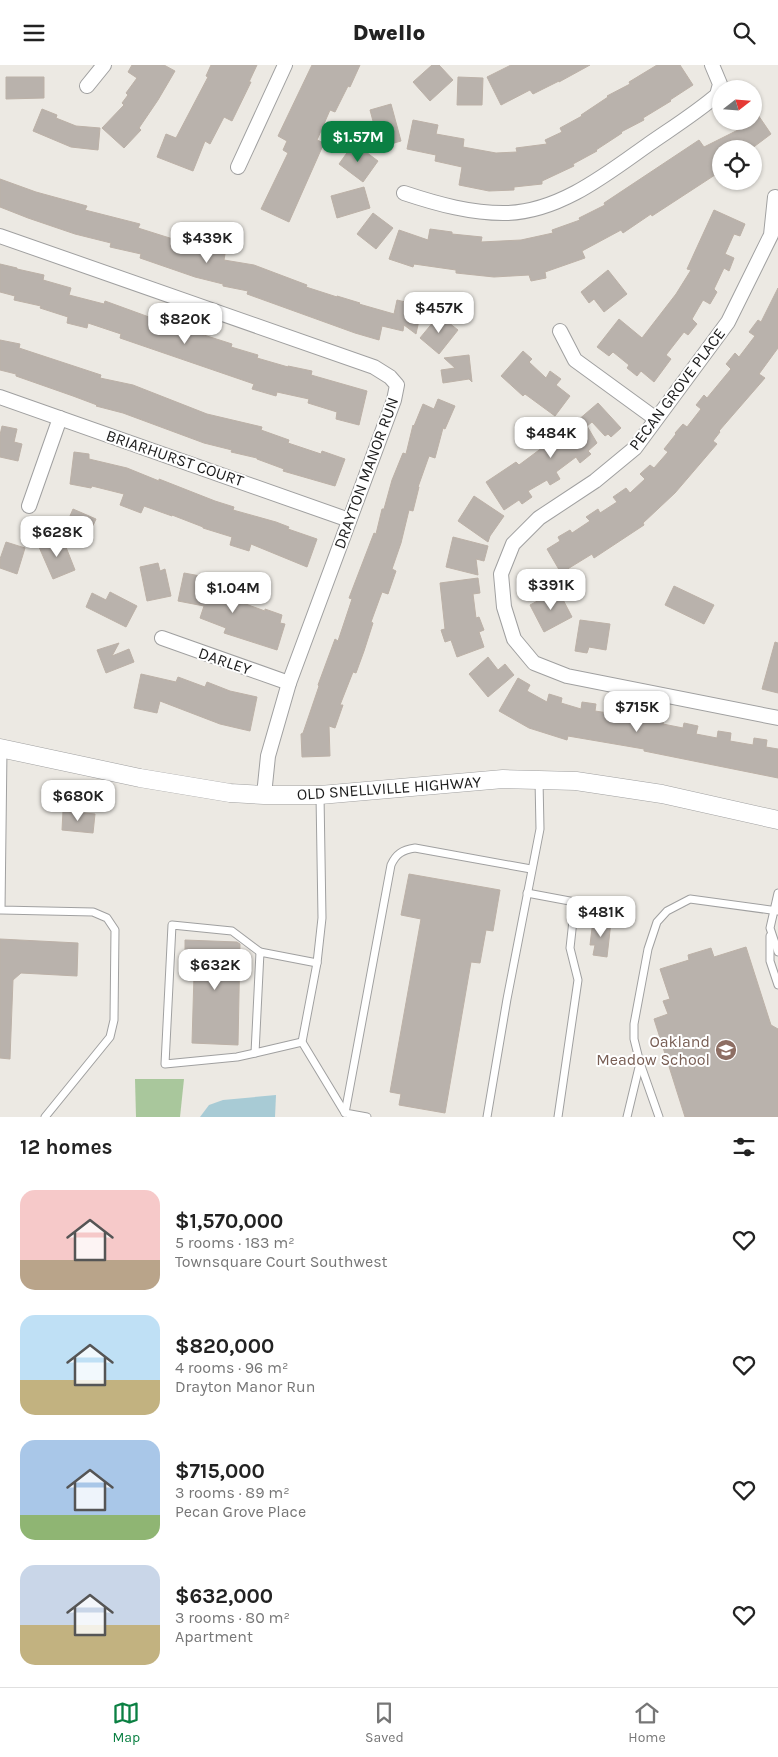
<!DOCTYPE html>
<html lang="en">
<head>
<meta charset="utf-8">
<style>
  body { margin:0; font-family:Karla,sans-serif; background:#f2f2f2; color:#222; height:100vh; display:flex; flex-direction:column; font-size:19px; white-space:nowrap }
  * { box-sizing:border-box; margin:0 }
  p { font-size:16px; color:#767676 }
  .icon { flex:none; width:28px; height:28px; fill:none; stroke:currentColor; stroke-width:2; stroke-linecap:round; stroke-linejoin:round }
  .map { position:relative; height:1052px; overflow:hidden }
  .drawer { display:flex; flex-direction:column; background:#fff; flex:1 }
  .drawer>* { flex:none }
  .needle { width:32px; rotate:73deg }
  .buttons { position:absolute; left:712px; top:15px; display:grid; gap:10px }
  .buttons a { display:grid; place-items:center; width:50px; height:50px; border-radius:50%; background:#fff; box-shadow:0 1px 4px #0004; font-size:25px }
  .price { position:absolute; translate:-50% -42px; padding:0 11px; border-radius:10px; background:#fff; color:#222; font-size:16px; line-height:32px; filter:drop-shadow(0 1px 2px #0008) }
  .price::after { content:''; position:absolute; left:50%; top:30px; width:15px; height:11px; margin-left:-8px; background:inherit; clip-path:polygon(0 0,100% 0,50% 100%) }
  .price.current { background:#0b8043; color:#fff }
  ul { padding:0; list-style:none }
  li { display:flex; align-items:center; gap:15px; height:125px; padding:0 20px }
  li span { display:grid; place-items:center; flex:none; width:140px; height:100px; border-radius:15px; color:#555 }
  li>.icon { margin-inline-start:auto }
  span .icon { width:60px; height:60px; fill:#fffc; stroke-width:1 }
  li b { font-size:21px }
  h2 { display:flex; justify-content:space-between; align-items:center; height:60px; padding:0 20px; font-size:21px }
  header { display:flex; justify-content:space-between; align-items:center; height:65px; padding:0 20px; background:#fff; font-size:22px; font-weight:800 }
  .menu { display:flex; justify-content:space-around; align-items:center; height:70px; border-top:1px solid #e0e0e0; background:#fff; font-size:14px; color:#767676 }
  .menu a { display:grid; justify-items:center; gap:2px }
  .menu .current { color:#0b8043 }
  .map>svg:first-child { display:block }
  .forest { fill:#a9c79c }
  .water { fill:#a8cbd5 }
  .building { fill:#b9b2ac; stroke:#bcb1a7 }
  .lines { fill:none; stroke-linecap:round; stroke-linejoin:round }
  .service-casing { stroke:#a0a0a0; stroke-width:9 }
  .minor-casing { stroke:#a0a0a0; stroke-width:16 }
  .tertiary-casing { stroke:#a0a0a0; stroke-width:19 }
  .service { stroke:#fff; stroke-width:7 }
  .minor { stroke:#fff; stroke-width:14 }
  .tertiary { stroke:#fff; stroke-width:18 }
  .labels { text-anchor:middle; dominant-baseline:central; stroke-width:4; stroke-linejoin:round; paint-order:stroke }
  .street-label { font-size:16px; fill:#1c1c1c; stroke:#fff }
  .education-label { font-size:16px; fill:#785e54; stroke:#fff; text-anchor:end }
</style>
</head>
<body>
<header><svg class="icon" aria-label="menu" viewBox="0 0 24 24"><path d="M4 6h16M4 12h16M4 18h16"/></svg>Dwello<svg class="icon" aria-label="search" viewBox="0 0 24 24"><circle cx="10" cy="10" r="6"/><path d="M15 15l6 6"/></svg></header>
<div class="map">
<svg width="778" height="1052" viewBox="0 0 778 1052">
  <rect width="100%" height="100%" fill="#ece9e3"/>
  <!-- forest -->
  <path class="forest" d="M135 1014H184L180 1052H136Z"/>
  <!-- water -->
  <path class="water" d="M276 1030 275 1052H200L209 1040 223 1035Z"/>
  <!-- building -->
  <g class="building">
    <path d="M132 0H164L175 6 158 35 139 63 141 65 124 83 102 63 124 40 122 38 128 30 126 28 137 13 128 7Z"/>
    <path d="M211 0H257L249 17H251L232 56 224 52 210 79 205 76 193 106 157 92 166 69 176 73 208 12 206 11Z"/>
    <path d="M312 0H360L350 22 348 21 335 47 330 45 317 75 324 78 289 157 261 144 288 88 283 85 287 76 278 71Z"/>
    <path d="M432 0H439L453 15 430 36 413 17Z"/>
    <path d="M511 0H590L559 17V16L533 29 530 25 501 40 487 12Z"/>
    <path d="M657 0H680L693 20 670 35 671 36 643 53 644 55 621 67 622 68 596 85 597 86 573 99 574 101 542 116V119L514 122V125L489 126 459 120 462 102 435 96 436 90 407 84 413 55 438 60 436 69 464 74 463 82 496 88 517 87 516 83 547 79 545 75 562 67 560 63 582 51 581 50 608 32 607 31 630 19 629 17Z"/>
    <path d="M6 12H44V33L6 34Z"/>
    <path d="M458 12 483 13 482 40H457Z"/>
    <path d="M391 39 401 76 380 82 370 45Z"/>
    <path d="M42 44 57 50 56 53 76 61 100 63 98 85 71 82 33 66Z"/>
    <path d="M754 44 771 69 751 84H721V106L652 151 651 149 623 168 621 165 582 186 585 193 545 207 546 213 531 216 529 210 494 212 456 208V205L414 199 413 202 389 194 399 165 428 175 430 164 452 167V169L482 172 481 177 521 175 553 168 552 165 580 155 579 153 605 140 604 138 699 75 704 82 738 65 735 61 742 56H754Z"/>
    <path d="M354 78 378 96 363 117 339 99Z"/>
    <path d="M0 114 36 127 87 141 85 145 140 159 138 163 176 175 178 172 200 180 199 184 225 189 224 195 254 200 307 220 306 222 337 232V231L360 238 359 239 394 249 397 235 422 241 416 269 404 260 403 266 382 261 379 275 355 268 247 229 248 226 223 221V219L195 212 140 193 141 189 110 182 111 178 75 169 28 153 0 142Z"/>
    <path d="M364 122 370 143 337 153 331 131Z"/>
    <path d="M714 145 745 159 740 171 734 169 725 189 734 193 729 206 724 203 714 224 717 227 710 239 703 235 692 254 697 259 688 270 684 267 666 290 671 294 654 317 641 306 637 311 627 303 629 300 613 287 609 291 597 282 619 254 642 273 676 229 691 205 687 204Z"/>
    <path d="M373 148 393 163 376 184 357 169Z"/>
    <path d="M0 199 17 203V204L44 210 43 215 71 223 69 230 104 239 105 236 182 264V263L232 279 231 282 258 290 257 293 288 302V301L312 306 311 310 367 326 359 360 336 354 337 347 308 338 309 334 277 327 276 331 252 324 254 319 120 273 121 269 88 258 87 263 67 258 68 252 40 243 41 241 14 235 15 231 0 227Z"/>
    <path d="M608 205 627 229 604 247 594 234 589 238 581 227Z"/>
    <path d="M778 223V283L759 309 765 313 719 366 720 367 713 376 717 379 675 428 643 458 644 460 594 493 592 489 561 508 547 484 560 476 558 472 570 465 572 468 590 456 586 452 598 444 600 448 617 437 613 432 626 423 630 428 645 414 640 409 650 400 654 403 668 387 664 384 676 369 675 368 683 359 687 362 701 344 696 340 704 330 707 333 731 304 726 299 735 288 739 292 755 271 749 267 758 255 761 257Z"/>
    <path d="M439 250 458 265 439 289 420 273Z"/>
    <path d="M0 275 20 279 19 283 101 310 100 313 133 320 207 349 262 362 261 365 289 375 288 378 321 389 322 386 345 394 335 421 283 406 284 404 257 394V393L231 387 232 385 204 378 123 348 96 341 97 340 73 331 16 311V309L0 305Z"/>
    <path d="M523 286 532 294 529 297 546 313 550 306 561 314 556 320 570 331 555 351 525 329 523 331 501 311Z"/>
    <path d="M469 290 472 317 469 314 443 318 441 305 455 303 444 293Z"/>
    <path d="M438 334 455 341 445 364 443 363 435 393 429 391 418 422H419L413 446 409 445 401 478 392 504 396 506 388 529 382 527 371 557 373 558 364 586 356 608 353 607 340 640H343L335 663 329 661 330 691 302 692 301 669 303 668 319 621 318 620 335 574 338 576 352 534 349 533 374 468 376 469 382 444H384L392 415 403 388 406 389 413 360 414 361 423 339 434 344Z"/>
    <path d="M598 338 621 363 611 372 608 369 605 371 592 357 587 361 597 378 588 386 591 389 580 398 576 392 556 407 560 414 550 420 547 415 528 426 532 432 522 439 519 435 504 445 486 417 516 397 519 400 570 362Z"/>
    <path d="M2 361 17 364 14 377 22 379 18 396 0 392V370Z"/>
    <path d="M74 387 89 389V394L127 403 159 416V414L215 436 234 442 233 445 276 457 289 462 288 464 317 474 307 502 251 479 249 486 230 480 232 472 203 463V462L172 450V451L144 441 141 448 120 440 124 429 92 421 91 423 70 419Z"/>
    <path d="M474 431 504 451 490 471 488 477 458 456Z"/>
    <path d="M73 444 96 454 86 476 63 467Z"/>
    <path d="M62 472 75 505 53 514 39 482Z"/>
    <path d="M453 472 488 481 484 496 476 494 478 510 446 502Z"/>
    <path d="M6 477 25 483 17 509 0 503V494Z"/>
    <path d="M158 498 160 506 165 504 171 531 147 536 140 502Z"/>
    <path d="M184 508 206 512 204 524 265 546V544L282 550 280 558 285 559 277 585 224 568 226 563 200 553 204 541 178 536Z"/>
    <path d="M478 513 480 528 473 529 476 553 479 552 484 565 479 567 484 582 457 592 451 575 445 577 441 565 445 564 440 518Z"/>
    <path d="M674 521 714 540 704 559 665 540Z"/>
    <path d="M558 525 572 552 544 567 530 540Z"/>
    <path d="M110 527 137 541 126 562 86 542 92 528 106 535Z"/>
    <path d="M580 555 610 559 606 585 589 582 587 588 575 586Z"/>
    <path d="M775 577 778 578V628L762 624Z"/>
    <path d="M119 578 112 591 129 584 134 597 106 608 97 585Z"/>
    <path d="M488 592 498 605 505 599 514 610 488 632 469 609Z"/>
    <path d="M141 609 176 617 178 612 205 622 207 617 230 626 257 632 250 666 220 659 160 636 157 648 134 643Z"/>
    <path d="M518 613 530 620 527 626 547 637 549 629 562 633 561 638 581 644 582 637 596 639 595 646 615 649 616 644 630 646 629 652 649 655 650 651 664 654 663 659 683 663 684 658 698 661 696 669 717 673 718 666 731 668 730 676 753 680 754 673 767 675 766 682 778 684V713L644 686V684L568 671 567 675 529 663 499 646Z"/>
    <path d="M63 746 95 749 93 768 62 765Z"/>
    <path d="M409 809 500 825 493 866 486 865 480 898 471 897 445 1048 399 1040 401 1029 390 1027 421 854 401 850Z"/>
    <path d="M593 855 611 857 607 892 593 890 595 880H590Z"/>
    <path d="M0 874 78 878 77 911 21 908 13 915 10 994 0 993Z"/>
    <path d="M185 875 237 877 240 879 238 980 192 978 194 910H187L188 886H185Z"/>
    <path d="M746 882 771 960 778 964V1052H685L654 954 668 949 663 936 670 934 660 904 689 895 688 890 711 883 714 892Z"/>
  </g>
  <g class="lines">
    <!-- service casing -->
    <g class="service-casing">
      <g id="service">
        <path d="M3 685 1 845 93 847 107 853 115 865 114 955 110 972 45 1052"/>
        <path d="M320 730 322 853 317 898 302 977 345 1048"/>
        <path d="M527 828 575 837 570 883 578 915 558 1052"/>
        <path d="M778 828 770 863 778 887"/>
        <path d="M770 871V896L778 920"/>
        <path d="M302 977 255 988 260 887 317 898"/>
        <path d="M255 988 237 992 165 999 172 860 232 866 260 887"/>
        <path d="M640 998 659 1052"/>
        <path d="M367 1052 345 1048 391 800C396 789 402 785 415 783L531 804"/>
        <path d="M487 1052 507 934 540 764 539 715"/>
        <path d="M627 1052 640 998 634 974V959L648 884 657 857 667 846 690 834 778 846"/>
      </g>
    </g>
    <!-- minor casing -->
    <g class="minor-casing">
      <g id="minor">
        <path d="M87 21 104 0"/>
        <path d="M238 102 285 0"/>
        <path d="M404 128C437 139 473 149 508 148 561 146 608 108 649 79 672 63 696 48 717 30L720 19 712 0"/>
        <path d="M775 132 771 170 728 257 635 383 595 416 539 453 513 479 501 509 504 542 514 574 534 598 567 611 778 653"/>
        <path d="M0 171 374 302 390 312 397 320 394 335 289 618 268 691 264 730"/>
        <path d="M560 266 575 295 656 354"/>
        <path d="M0 332 349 455"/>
        <path d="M29 441 60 353"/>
        <path d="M162 573 289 618"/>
      </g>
    </g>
    <!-- tertiary casing -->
    <g class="tertiary-casing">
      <path id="tertiary" d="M0 683 140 713 230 728 264 730H320L503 714 539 715 576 716 662 729 778 755"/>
    </g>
    <!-- service -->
    <use href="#service" class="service"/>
    <!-- minor -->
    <use href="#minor" class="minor"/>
    <!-- tertiary -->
    <use href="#tertiary" class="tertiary"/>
  </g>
  <!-- icons -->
  <defs>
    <g id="school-disc" transform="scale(1.125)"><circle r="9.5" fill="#8d6e63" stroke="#fff"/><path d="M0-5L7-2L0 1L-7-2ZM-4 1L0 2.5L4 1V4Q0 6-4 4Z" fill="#fff"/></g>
  </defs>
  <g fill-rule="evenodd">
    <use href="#school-disc" x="726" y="985"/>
  </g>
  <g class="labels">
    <!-- street labels -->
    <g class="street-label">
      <text transform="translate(677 324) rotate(-53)">PECAN GROVE PLACE</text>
      <text transform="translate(175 393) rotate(19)">BRIARHURST COURT</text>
      <text transform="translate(366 408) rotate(-70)">DRAYTON MANOR RUN</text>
      <text transform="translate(225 596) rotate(19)">DARLEY</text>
      <text transform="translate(389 723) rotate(-4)">OLD SNELLVILLE HIGHWAY</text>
    </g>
    <!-- education labels -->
    <g class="education-label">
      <text x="710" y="976">Oakland<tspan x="710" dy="18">Meadow School</tspan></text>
    </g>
  </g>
</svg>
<div class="buttons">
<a><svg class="needle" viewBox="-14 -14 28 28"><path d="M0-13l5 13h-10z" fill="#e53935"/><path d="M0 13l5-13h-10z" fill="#767676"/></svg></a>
<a><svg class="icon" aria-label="locate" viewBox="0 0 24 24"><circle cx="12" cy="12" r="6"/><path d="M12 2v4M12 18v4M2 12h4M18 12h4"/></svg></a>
</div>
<b class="price current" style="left:358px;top:98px">$1.57M</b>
<b class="price" style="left:207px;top:199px">$439K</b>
<b class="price" style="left:439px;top:269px">$457K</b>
<b class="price" style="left:185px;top:280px">$820K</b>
<b class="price" style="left:551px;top:394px">$484K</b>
<b class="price" style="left:57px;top:493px">$628K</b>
<b class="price" style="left:551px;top:546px">$391K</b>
<b class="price" style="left:233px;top:549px">$1.04M</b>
<b class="price" style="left:637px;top:668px">$715K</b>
<b class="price" style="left:78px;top:757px">$680K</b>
<b class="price" style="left:601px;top:873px">$481K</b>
<b class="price" style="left:215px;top:926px">$632K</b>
</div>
<section class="drawer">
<h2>12 homes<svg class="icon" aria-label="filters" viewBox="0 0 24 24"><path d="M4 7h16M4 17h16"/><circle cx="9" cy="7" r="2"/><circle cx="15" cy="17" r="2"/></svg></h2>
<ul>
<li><span style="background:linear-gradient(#f6c9c9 70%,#b9a48a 0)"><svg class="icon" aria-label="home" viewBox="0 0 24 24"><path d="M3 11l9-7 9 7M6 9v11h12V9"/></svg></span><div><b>$1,570,000</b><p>5 rooms · 183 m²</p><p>Townsquare Court Southwest</p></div><svg class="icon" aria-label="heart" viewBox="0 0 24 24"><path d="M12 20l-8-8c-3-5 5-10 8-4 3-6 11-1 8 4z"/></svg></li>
<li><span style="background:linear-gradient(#bfe0f5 65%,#c2b280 0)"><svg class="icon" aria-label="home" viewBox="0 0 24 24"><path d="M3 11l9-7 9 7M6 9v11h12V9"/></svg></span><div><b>$820,000</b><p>4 rooms · 96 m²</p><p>Drayton Manor Run</p></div><svg class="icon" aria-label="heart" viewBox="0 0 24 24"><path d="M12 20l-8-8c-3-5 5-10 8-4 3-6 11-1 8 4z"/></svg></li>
<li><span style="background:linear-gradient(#a9c7e8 75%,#8fb573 0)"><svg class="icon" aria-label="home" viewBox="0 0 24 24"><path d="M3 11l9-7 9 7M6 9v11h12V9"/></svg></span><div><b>$715,000</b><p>3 rooms · 89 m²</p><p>Pecan Grove Place</p></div><svg class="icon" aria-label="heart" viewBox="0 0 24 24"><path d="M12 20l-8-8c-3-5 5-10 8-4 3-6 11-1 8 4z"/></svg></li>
<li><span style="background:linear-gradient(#c9d6e8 60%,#c2b280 0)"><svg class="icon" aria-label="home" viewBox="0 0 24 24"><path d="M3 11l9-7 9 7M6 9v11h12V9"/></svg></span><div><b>$632,000</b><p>3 rooms · 80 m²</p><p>Apartment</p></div><svg class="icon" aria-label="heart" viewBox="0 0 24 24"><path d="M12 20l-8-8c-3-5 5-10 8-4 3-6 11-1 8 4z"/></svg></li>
</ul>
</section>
<nav class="menu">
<a class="current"><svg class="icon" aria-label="map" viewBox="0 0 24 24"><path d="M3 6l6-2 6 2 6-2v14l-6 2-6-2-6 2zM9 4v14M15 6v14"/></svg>Map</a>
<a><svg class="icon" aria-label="saved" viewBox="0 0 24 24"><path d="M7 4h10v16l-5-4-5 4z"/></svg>Saved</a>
<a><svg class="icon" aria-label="home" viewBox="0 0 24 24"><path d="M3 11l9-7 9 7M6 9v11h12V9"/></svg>Home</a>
</nav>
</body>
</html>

§ Description of the task
Could you filter the material above and copy each line that holds the word "linecap"?

§ Output for this task
  .icon { flex:none; width:28px; height:28px; fill:none; stroke:currentColor; stroke-width:2; stroke-linecap:round; stroke-linejoin:round }
  .lines { fill:none; stroke-linecap:round; stroke-linejoin:round }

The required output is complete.